10 thoughts on “My Thoughts on Choosing and Using Persistence Tools”
Just curious, what was your issue with RavenDB?
I often find myself struggling with the same persistence merry go round as you. However I have come to the conclusion that we are on the verge of a paradigm shift. We are all suffering today because of the compromises we have to make with the various tools at our disposal. I suspect this will change in the next few years. We are only just beginning to scratch the surface of what is possible in this “post relational” world, if indeed it turns out that way.
Let’s list some NoSql solutions out there: CouchDB, Couchbase, GetEventStore, Redis, Riak, Cassandra, RavenDB, MongoDB, RethinkDB, Datomic. In truth I could go on past the comment length of your blog listing all these and it begs the question “how many people use this stuff?”.
Then you decide to look at one – let’s say RethinkDB and you think “wow, they’ve done some work polishing this, maybe this is MongoDB done right”. Then you read “This is equivalent to SQL’s READ UNCOMMITTED isolation level” in the doc’s and think “oh crap, too bad, let’s move on”. I mean they chose uncommitted over stale – I just can’t wrap my head around that decision.
At least with databases such as GetEventStore everyone’s being honest – if you want grids of data you’re going to have to push it all into an RDMBS. It still means you have to do all of that yourself, but cool it works and there are some limited but good examples out there.
I think you’ve found the right approach for now though with Postgres.

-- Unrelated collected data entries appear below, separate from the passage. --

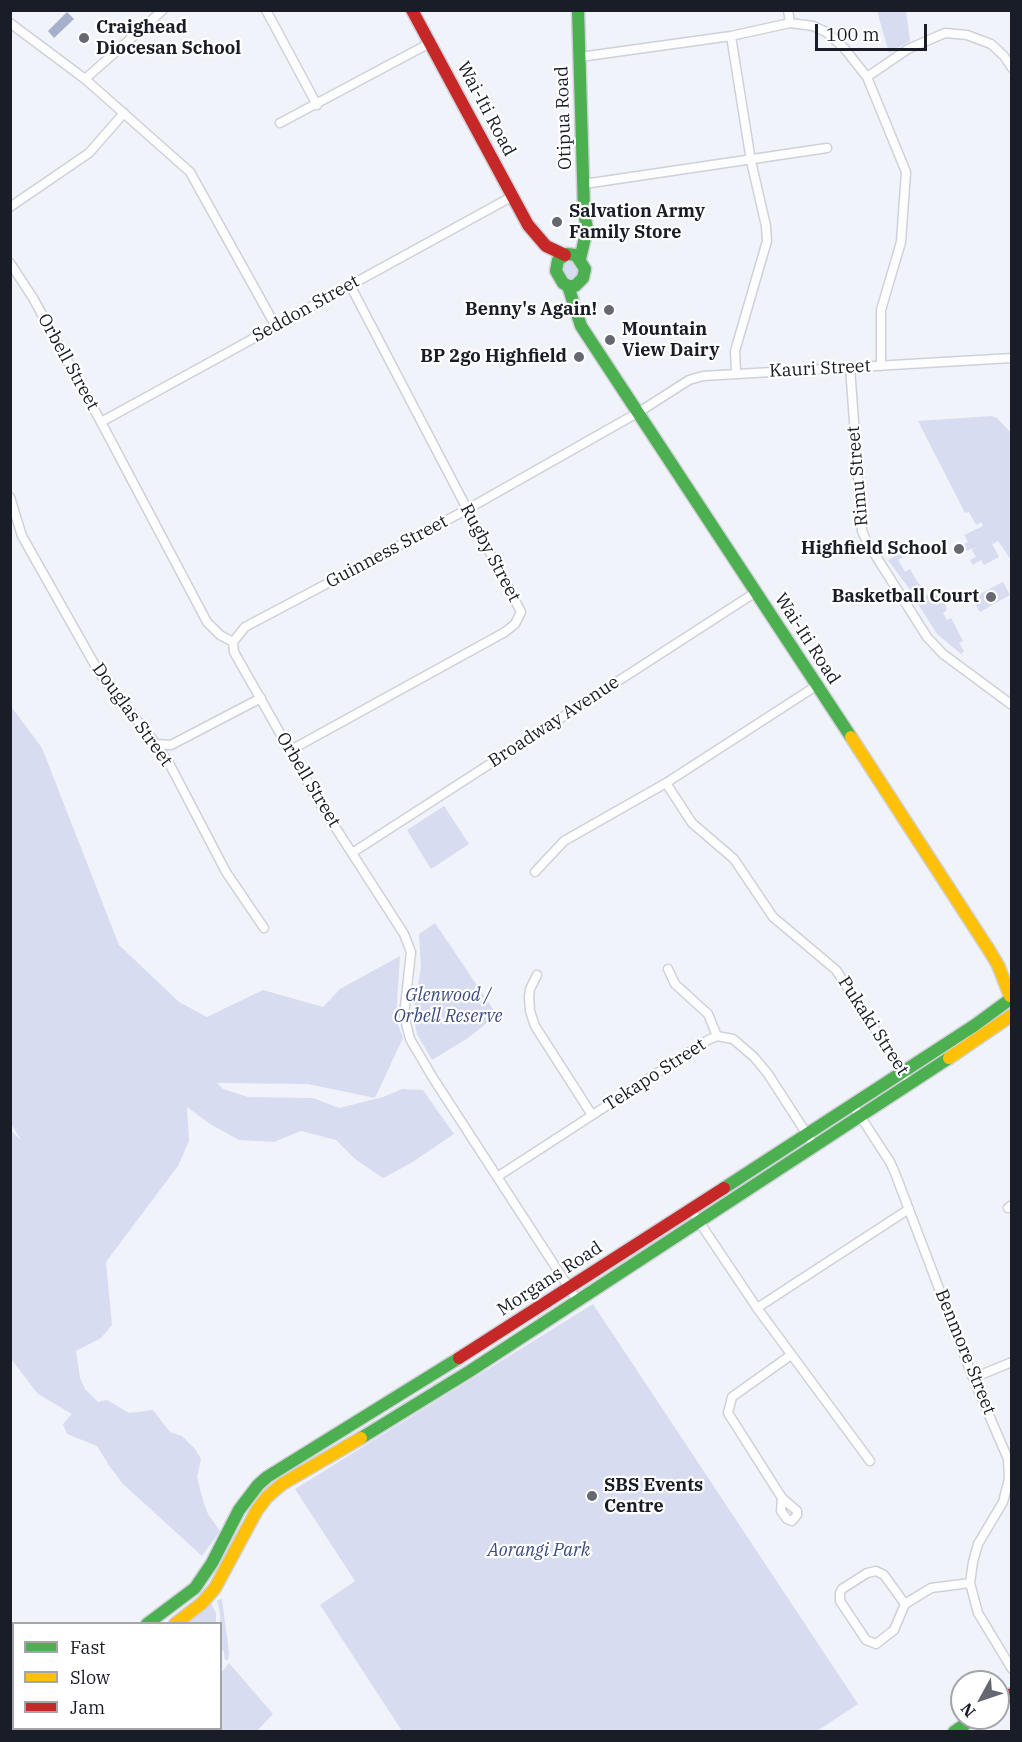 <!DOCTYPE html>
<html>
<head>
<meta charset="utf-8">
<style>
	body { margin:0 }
	#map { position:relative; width:1022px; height:1742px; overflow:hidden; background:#f1f3fa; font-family:"IBM Plex Serif",serif }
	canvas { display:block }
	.frame { position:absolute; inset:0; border:12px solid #191d27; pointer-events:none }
	.legend { position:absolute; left:12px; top:1622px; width:210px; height:108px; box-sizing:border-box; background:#fff; border:2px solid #a3a5a9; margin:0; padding:8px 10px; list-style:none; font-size:18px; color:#191d27 }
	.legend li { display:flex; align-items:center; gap:12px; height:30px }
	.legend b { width:30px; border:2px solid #a3a5a9 }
	.north { position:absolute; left:950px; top:1670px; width:60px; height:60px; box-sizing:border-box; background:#fff; border:2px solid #a3a5a9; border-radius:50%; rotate:230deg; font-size:16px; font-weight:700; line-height:24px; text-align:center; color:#191d27 }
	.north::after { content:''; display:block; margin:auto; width:21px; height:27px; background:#656871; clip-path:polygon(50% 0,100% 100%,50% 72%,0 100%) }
	.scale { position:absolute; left:815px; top:24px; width:112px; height:27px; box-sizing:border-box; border:3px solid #191d27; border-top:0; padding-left:8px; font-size:18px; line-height:21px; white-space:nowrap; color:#191d27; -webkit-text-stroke:4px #fff; paint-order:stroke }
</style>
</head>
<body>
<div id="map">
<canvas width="1022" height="1742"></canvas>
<div class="frame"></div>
<ul class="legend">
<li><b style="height:8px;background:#4caf50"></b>Fast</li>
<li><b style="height:8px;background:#ffc107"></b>Slow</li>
<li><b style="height:8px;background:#c62828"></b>Jam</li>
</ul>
<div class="north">N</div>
<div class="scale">100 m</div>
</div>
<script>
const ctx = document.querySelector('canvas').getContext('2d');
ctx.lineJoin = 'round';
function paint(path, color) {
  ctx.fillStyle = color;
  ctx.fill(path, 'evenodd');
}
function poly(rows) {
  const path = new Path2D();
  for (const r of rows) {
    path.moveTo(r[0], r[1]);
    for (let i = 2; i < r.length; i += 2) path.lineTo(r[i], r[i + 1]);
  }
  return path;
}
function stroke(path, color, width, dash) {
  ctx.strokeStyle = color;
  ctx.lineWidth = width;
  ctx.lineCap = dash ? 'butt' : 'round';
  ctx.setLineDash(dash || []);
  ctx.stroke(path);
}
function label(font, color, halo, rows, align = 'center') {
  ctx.font = font + ' "IBM Plex Serif",serif';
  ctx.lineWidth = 4.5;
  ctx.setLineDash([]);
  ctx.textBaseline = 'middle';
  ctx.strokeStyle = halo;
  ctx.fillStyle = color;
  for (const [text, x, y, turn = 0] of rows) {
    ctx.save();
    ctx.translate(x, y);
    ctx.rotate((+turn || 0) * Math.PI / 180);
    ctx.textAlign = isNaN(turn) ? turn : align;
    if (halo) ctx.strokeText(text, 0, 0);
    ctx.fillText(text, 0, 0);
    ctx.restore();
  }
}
const green = poly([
	[877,11,906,11,910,41,889,53],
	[571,259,577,264,580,272,577,280,569,281,563,275,562,268,566,260],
	[992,416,997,418,1011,433,1011,560,998,541,992,544,999,557,984,565,981,560,973,565,970,560,976,557,972,550,975,548,965,551,962,545,968,542,964,535,983,526,981,522,976,525,969,512,965,513,918,421],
	[918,544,919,546,917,549,898,560,905,572,910,569,918,583,924,588,913,594,888,560],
	[1003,582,1010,595,980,612,972,598],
	[936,591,939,593,945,604,947,610,943,613,947,620,951,618,963,641,959,643,964,651,961,654,937,634,918,604,921,598],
	[10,705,42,748,119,945,179,1002,207,1017,263,990,323,1007,340,989,400,956,396,1019,403,1038,375,1098,308,1084,217,1083,223,1089,248,1097,313,1098,339,1108,383,1097,402,1089,423,1090,454,1134,411,1163,383,1178,355,1159,336,1140,301,1131,274,1142,239,1140,210,1124,187,1107,189,1141,178,1166,106,1262,112,1325,101,1338,76,1351,80,1378,85,1389,98,1402,107,1400,129,1413,153,1410,170,1432,182,1436,195,1449,201,1459,197,1477,204,1504,208,1514,220,1531,202,1556,123,1484,110,1467,97,1446,67,1434,63,1424,72,1414,38,1394,11,1359,11,1131,21,1140,10,1122],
	[444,806,469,844,431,869,407,830],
	[435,923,497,1015,468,1038,432,1060,417,1034,413,1014,421,967,419,934],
	[593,1304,858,1704,817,1731,402,1731,320,1605,355,1581,295,1489],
	[222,1599,229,1653,228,1660,225,1660,224,1651,221,1650,221,1647,220,1613,217,1600],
	[211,1603,216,1613,216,1623,187,1623],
	[229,1663,273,1714,257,1731,206,1731,209,1729,220,1728,221,1673]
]);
const water = poly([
	[67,12,74,19,54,38,48,31]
]);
const street = poly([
	[266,10,317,105],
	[788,10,790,23],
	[10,23,85,79,190,172,275,325],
	[731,36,751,161,766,226,767,241,735,351,736,373],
	[580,57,731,36,790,23,813,26,826,32,844,48,867,77,906,172,901,242,881,310,881,366],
	[867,77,908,49,945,33,967,35,991,44,1004,56,1012,68],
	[85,79,163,10],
	[280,123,430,43],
	[584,184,827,148],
	[10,207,89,153,124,113],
	[10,263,33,298,101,422,207,622,220,635,233,642,234,652,319,802,404,934,411,952,404,1015,410,1039,433,1078,577,1300],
	[850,367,862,531,867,542,927,637,943,654,1012,705],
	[101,422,513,196],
	[10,497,22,536,100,674,156,744,170,765,226,872,264,928],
	[233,642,245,627,466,510,639,412,689,380,703,376,1012,358],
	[156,744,171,745,261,698],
	[289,751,505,632,515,624,521,612,350,285],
	[666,783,692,823,734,859,773,917,836,970,911,1084],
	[352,853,756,592],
	[535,872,564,841,666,783,816,686],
	[668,969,675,984,708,1014,717,1036],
	[537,975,530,989,529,997,530,1011,535,1026,592,1115],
	[853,1105,890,1162,895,1173,973,1378,1008,1459,1009,1479,1003,1502,978,1544,973,1562,970,1583,978,1613,1012,1669],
	[497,1177,708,1040,717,1036,733,1039,754,1057,768,1074,810,1139],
	[1008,1208,1012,1205],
	[696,1217,757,1308,870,1461],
	[757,1308,909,1209],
	[973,1378,1012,1362],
	[782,1498,781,1511,787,1519,792,1521,797,1515,797,1511,782,1498,728,1413,732,1397,791,1355],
	[905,1604,884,1575,876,1571,867,1573,842,1589,840,1593,840,1601,866,1640,876,1644,894,1630,905,1604,931,1588,970,1583],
	[97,1728,99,1732]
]);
const fast = poly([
	[578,10,584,211,587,229,580,259],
	[567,254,576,255,585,269,583,278,575,286,568,286,563,283,556,271,558,260,567,254],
	[568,286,581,326,851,737],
	[724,1188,975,1025,1009,1000],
	[361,1438,470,1371,949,1058],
	[147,1624,195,1588,212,1563,239,1510,258,1485,267,1477,459,1358],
	[10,1711,14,1709],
	[954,1732,974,1718]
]);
const slow = poly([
	[851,737,989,950,998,965,1010,996],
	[949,1058,1012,1015],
	[175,1624,202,1603,215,1588,257,1510,267,1497,282,1484,361,1438]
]);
const jam = poly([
	[412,10,528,225,546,246,565,255],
	[459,1358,724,1188],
	[998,1702,1012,1694],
	[10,1731,14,1728]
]);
const markers = [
	[84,38,6,"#656871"],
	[557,222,6,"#656871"],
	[609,310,6,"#656871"],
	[610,340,6,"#656871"],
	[579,357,6,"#656871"],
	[959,549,6,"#656871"],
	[991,597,6,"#656871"],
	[592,1496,6,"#656871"]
];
const poiNames = [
	["Craighead",96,28],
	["Diocesan School",96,49],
	["Salvation Army",569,212],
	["Family Store",569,233],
	["Benny's Again!",597,310,"right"],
	["Mountain",622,330],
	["View Dairy",622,351],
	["BP 2go Highfield",567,357,"right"],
	["Highfield School",947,549,"right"],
	["Basketball Court",979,597,"right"],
	["SBS Events",604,1486],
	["Centre",604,1507]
];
const streetNames = [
	["Wai-Iti Road",486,109,62],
	["Otipua Road",564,118,-92],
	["Seddon Street",306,309,-29],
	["Orbell Street",68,362,61],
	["Kauri Street",820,369,-3],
	["Rimu Street",858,476,-95],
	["Guinness Street",387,552,-28],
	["Rugby Street",490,553,62],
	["Wai-Iti Road",807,639,57],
	["Douglas Street",132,715,54],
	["Broadway Avenue",554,722,-33],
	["Orbell Street",308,780,59],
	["Pukaki Street",873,1026,57],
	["Tekapo Street",655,1075,-33],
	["Morgans Road",550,1279,-33],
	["Benmore Street",965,1352,68]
];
const parkNames = [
	["Glenwood /",448,996],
	["Orbell Reserve",448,1017],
	["Aorangi Park",539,1551]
];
paint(green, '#d7dcf0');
paint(water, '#a6b0cc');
stroke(street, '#cfd1da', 11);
stroke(fast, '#cfd1da', 15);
stroke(slow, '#cfd1da', 15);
stroke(jam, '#cfd1da', 15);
stroke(street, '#fdfdfe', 8);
stroke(fast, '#4caf50', 12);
stroke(slow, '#ffc107', 12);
stroke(jam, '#c62828', 12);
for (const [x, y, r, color] of markers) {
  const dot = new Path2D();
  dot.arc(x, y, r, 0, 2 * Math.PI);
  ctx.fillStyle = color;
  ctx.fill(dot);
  stroke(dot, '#fff', 2);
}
label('bold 18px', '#191d27', '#fff', poiNames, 'left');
label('18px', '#191d27', '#fff', streetNames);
label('italic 18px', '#3d4c80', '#fff', parkNames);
</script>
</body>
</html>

It’s JSONB support means you can have the best of both worlds and I wish you all the luck in the world with it. I just wish Microsoft would get on board with SQL Server so enterprise dev’s such as myself could have a go too!
ORM’s have always been and continue to be a cluster. I have successfully avoided using them now for a decade or so at the cost of writing manual ADO.NET code. It’s a cost I am willing to bear though. Data access is where you lose performance and not having control over it is criminal.
Anyway, rant over 🙂 Great article btw haha!
As someone also struggling with RavenDB and considering pulling it out of my stack, I’m well aware of the struggles it causes (and I’m also really hoping to use your Marten project in future). Following up on Frank’s question, I am more curious to know – in your opinion what would cause you to change your mind and keep Raven in your stack?